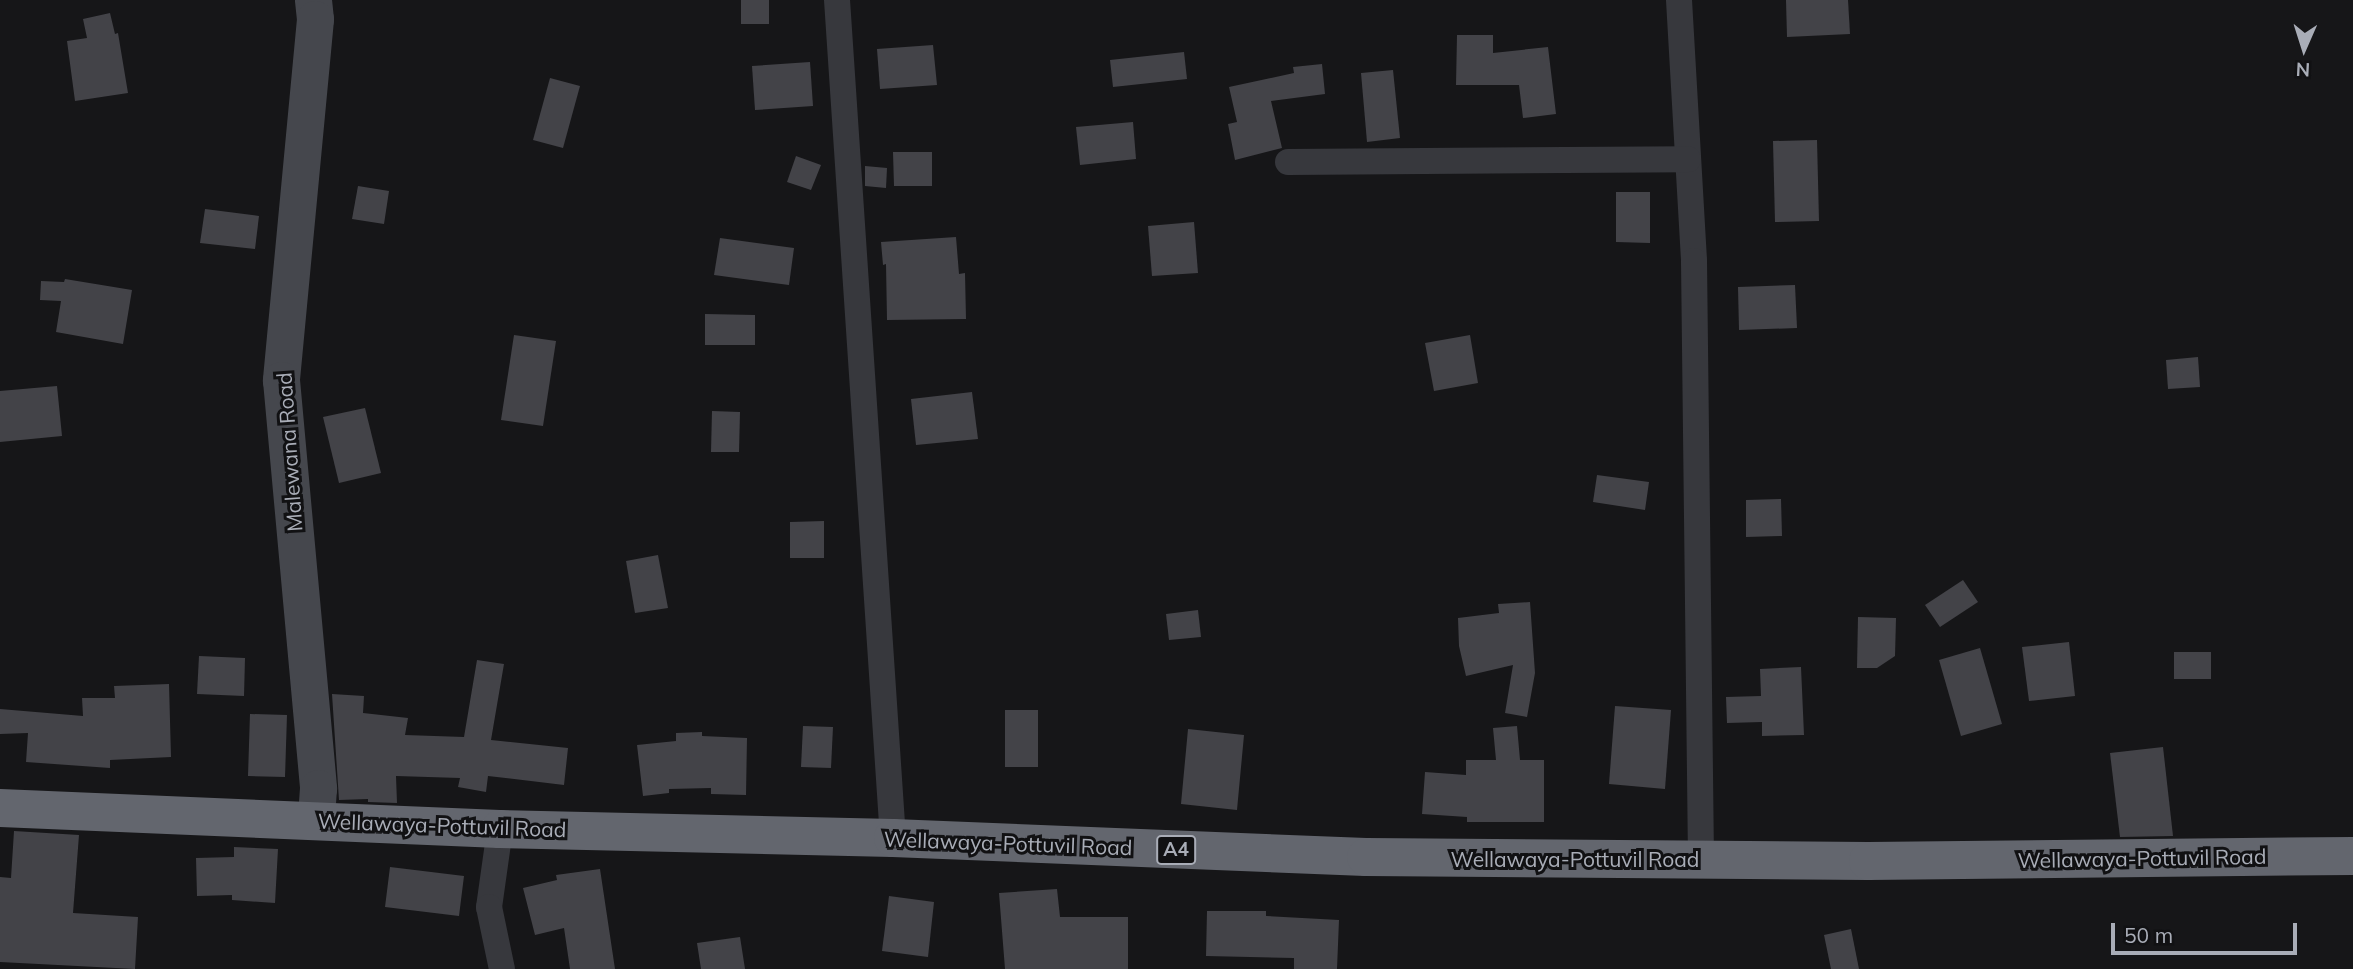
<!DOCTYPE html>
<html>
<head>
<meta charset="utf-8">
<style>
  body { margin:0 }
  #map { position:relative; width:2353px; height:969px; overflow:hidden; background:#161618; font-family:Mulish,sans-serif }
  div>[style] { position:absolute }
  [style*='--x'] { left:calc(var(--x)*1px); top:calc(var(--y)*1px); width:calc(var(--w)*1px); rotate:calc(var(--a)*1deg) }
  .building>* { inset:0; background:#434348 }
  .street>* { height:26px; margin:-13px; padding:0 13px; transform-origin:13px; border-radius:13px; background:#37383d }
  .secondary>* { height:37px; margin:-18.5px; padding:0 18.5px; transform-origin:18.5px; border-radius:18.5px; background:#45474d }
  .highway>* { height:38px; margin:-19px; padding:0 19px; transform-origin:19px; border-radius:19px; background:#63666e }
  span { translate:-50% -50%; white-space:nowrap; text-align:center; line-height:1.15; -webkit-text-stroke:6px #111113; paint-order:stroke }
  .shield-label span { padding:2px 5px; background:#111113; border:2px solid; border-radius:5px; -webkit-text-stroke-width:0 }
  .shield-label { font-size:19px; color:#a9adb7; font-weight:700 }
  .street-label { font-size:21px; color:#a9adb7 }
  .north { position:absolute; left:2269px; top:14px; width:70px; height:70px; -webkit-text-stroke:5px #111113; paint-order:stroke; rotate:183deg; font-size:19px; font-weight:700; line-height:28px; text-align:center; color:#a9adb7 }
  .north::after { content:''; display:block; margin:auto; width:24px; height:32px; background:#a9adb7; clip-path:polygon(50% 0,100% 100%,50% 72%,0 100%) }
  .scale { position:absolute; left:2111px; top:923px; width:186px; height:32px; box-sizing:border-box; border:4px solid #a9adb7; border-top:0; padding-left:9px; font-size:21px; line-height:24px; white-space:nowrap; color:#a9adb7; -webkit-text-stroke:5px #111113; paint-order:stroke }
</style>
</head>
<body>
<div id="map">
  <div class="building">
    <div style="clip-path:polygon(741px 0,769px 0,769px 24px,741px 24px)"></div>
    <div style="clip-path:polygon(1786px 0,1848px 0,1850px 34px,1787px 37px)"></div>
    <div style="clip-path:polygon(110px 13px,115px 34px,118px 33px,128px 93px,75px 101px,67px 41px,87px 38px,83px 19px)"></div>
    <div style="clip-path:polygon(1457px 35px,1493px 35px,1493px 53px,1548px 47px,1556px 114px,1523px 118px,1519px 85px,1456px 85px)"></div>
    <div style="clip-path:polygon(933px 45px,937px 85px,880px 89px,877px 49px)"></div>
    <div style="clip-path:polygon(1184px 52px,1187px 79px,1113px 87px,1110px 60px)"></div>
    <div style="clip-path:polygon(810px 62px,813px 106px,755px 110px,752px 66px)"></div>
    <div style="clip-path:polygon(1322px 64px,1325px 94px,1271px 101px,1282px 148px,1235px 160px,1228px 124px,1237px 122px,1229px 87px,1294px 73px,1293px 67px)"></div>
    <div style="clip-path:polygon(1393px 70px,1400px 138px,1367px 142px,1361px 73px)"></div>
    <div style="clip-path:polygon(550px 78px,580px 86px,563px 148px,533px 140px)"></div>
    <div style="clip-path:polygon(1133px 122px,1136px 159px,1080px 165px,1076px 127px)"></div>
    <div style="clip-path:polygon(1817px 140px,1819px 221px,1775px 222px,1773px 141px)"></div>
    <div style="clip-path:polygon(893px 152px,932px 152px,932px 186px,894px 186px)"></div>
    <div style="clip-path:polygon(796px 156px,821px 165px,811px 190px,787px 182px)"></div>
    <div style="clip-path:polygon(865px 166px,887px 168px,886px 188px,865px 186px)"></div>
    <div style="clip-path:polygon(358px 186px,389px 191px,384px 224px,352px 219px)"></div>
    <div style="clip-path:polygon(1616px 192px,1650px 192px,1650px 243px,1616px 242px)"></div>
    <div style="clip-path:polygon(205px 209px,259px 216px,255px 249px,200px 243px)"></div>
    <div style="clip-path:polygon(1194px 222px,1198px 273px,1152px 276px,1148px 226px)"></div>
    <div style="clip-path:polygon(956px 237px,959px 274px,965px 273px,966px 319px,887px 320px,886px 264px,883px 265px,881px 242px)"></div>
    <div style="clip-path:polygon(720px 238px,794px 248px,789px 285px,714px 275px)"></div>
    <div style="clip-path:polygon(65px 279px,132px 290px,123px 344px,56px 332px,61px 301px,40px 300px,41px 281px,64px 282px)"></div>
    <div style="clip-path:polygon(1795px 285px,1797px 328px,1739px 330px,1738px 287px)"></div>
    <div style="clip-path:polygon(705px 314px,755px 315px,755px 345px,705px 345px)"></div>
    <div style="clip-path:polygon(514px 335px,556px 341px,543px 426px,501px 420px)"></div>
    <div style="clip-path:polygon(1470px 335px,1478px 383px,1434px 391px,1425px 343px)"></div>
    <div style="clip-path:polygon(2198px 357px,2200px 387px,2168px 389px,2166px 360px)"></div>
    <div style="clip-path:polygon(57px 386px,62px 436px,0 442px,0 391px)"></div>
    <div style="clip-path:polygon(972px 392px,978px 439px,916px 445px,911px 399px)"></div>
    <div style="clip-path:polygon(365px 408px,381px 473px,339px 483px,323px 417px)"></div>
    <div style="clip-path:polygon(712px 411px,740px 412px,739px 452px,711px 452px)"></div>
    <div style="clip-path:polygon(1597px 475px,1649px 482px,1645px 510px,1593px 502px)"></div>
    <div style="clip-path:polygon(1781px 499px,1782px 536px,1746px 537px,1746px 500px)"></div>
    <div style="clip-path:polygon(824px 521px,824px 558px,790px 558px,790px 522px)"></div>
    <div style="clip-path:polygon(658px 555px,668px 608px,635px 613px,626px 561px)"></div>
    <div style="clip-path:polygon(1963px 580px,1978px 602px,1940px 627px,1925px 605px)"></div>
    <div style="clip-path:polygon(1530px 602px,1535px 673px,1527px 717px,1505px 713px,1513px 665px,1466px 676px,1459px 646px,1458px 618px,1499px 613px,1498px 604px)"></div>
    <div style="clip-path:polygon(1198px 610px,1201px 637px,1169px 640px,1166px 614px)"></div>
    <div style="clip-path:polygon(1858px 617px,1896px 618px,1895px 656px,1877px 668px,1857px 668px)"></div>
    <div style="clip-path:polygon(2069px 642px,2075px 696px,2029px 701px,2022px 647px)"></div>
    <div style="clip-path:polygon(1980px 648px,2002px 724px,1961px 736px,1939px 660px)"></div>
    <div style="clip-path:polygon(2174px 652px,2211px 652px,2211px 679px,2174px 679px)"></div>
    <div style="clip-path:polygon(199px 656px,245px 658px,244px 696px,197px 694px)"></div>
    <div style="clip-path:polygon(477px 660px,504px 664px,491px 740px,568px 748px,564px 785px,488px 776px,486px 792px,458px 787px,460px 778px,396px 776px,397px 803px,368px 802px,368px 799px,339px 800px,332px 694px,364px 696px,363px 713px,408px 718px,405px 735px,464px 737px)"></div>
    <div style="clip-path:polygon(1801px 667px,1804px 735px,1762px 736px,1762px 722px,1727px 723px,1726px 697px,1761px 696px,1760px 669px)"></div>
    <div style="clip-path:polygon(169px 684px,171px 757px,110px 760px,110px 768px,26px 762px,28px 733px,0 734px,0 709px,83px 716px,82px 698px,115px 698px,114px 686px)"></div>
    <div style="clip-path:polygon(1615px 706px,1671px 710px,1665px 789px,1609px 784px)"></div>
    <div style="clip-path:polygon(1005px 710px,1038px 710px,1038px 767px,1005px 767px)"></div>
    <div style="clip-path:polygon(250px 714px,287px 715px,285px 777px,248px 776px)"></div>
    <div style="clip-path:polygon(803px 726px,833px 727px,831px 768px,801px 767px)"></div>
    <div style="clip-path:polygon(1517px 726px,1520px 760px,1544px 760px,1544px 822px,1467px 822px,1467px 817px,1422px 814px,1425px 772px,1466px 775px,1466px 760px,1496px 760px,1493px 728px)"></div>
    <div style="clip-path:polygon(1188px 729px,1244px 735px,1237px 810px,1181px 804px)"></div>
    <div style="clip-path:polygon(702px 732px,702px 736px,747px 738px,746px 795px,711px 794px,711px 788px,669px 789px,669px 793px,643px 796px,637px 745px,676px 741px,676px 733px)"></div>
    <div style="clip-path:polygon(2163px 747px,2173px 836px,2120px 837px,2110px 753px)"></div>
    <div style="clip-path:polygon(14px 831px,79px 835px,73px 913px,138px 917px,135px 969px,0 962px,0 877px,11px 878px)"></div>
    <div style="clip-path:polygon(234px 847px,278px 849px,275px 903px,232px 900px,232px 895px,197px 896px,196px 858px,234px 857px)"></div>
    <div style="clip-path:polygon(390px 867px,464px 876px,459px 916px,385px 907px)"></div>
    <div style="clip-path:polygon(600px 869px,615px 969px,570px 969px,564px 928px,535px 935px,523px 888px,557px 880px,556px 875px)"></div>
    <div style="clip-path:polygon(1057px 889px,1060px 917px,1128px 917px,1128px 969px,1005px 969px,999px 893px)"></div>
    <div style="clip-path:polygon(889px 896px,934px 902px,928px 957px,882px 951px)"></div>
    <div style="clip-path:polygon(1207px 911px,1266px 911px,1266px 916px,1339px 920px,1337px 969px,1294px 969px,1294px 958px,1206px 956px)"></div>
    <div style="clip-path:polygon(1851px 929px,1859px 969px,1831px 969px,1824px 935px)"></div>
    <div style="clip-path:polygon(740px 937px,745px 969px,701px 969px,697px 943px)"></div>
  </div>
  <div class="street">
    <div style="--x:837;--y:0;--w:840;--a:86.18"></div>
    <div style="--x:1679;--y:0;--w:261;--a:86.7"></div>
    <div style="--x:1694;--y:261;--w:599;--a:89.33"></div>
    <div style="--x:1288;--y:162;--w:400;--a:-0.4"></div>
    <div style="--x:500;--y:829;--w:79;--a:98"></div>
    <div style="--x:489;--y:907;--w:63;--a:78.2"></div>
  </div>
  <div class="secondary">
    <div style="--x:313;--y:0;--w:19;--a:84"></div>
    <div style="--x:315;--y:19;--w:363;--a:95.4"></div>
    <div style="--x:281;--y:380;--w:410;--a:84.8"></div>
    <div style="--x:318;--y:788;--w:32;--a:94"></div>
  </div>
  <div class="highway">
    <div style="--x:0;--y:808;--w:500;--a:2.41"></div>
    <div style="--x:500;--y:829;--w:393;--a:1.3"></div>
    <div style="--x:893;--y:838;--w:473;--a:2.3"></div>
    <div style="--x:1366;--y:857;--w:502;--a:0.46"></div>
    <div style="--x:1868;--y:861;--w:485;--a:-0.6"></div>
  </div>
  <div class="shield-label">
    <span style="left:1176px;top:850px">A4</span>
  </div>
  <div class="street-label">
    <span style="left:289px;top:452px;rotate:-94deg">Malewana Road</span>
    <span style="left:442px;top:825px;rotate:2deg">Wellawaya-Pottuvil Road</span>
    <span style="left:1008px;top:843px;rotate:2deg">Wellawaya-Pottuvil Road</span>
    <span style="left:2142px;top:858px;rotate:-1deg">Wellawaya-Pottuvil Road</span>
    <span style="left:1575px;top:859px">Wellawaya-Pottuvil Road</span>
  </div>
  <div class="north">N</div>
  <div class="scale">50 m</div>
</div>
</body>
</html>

....

● **TRY IT**:
From the entries above, give again exactly the lines running from the line with "font-size:19px; color:#a9adb7; font-weight:700" to the line with "position:absolute; left:2269px; top:14px;"; include both of those lines.

● **WRITTEN SOLUTION**:
  .shield-label { font-size:19px; color:#a9adb7; font-weight:700 }
  .street-label { font-size:21px; color:#a9adb7 }
  .north { position:absolute; left:2269px; top:14px; width:70px; height:70px; -webkit-text-stroke:5px #111113; paint-order:stroke; rotate:183deg; font-size:19px; font-weight:700; line-height:28px; text-align:center; color:#a9adb7 }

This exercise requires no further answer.